The Birth of Wiskee – Backstory

The pale blue genasi female bent over in pain, her breaths short and panicked as she tried to push through the labor pains and keep moving.  The father of her child, a particularly malevolent djinni, had hired countless bounty hunters to track her and one, a very wily and sadistic drow known only as Velkyn the Violent, had very nearly cornered her tonight.  Explosive light from a deafening lightning strike that randomly hit the corner of the inn she had been hiding in gave her enough of a distraction to leap out of the 3rd story window into the ocean below.   She had remained underwater, propelling along the coastline for hours before finally emerging onto a rocky beach, far from civilization. 

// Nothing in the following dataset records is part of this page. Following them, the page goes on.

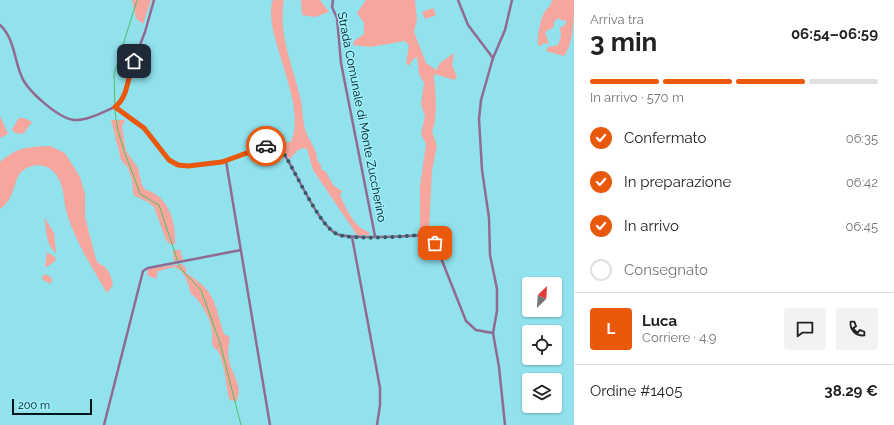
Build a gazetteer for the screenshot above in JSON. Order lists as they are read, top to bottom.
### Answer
{
  "streets": {
    "street": ["Strada Comunale di Monte Zuccherino"]
  },
  "scale_bar": "200 m",
  "north": "top right",
  "page": {
    "heading": ["3 min", "Arriva tra", "06:54–06:59"],
    "panel": [
      "Luca",
      "Corriere · 4.9",
      "Ordine #1405",
      "38.29 €"
    ],
    "bar": "In arrivo · 570 m",
    "list": [
      ["Confermato", "06:35"],
      ["In preparazione", "06:42"],
      ["In arrivo", "06:45"],
      "Consegnato"
    ],
    "round": "L",
    "scale": "200 m"
  }
}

Resting in the sand, propped against a large rock, her mind raced through her options.  Giving birth on land would be safer for both herself and her child, in case the child wasn’t a full water genasi and was unable to breathe underwater.  However, it would also be more dangerous as her pursuers would have easier access to her on land.  Deciding a sea birth was the better option she slowly and painfully pushed herself to a standing position.  As she stumbled back towards the water line, a black horse burst through the brush a few hundred yards away, Velkyn furiously lashing the poor, lathered animal towards her, screaming her name, “Azure!?!”. 

Staggering through the knee-deep water she took one last look behind and laughed at the furious drow, his shouted obscenities fading beneath the roar of the surface water as she dove deep and swam out to sea to find a suitable birthing place.

***

3 Years Later

***

Azure leaned over, tickling her daughter, Tempest’s, feet with a feather.  The toddler laughed, a giggly sound much like a bubbling brook, and grabbed at the feather with her pudgy hands.  These moments with Tempest were what she lived for, playing with her daughter, brushing her cotton-candy pink hair into sweet ringlets that framed her sea-blue face.  Tempest had her father’s eyes though – light purple with an almost black outer ring.  But Tempest’s eyes were full of humor and joy and curiosity rather than the disdain and arrogancy of her sire.  Just thinking of him made her shudder.  For three long years they’d lived a nomadic life – always on the move, never staying in one place for too long or drawing too much attention to themselves.  But her dreams had been troubled of late, and she sensed the djinni edging ever closer to discovering them. 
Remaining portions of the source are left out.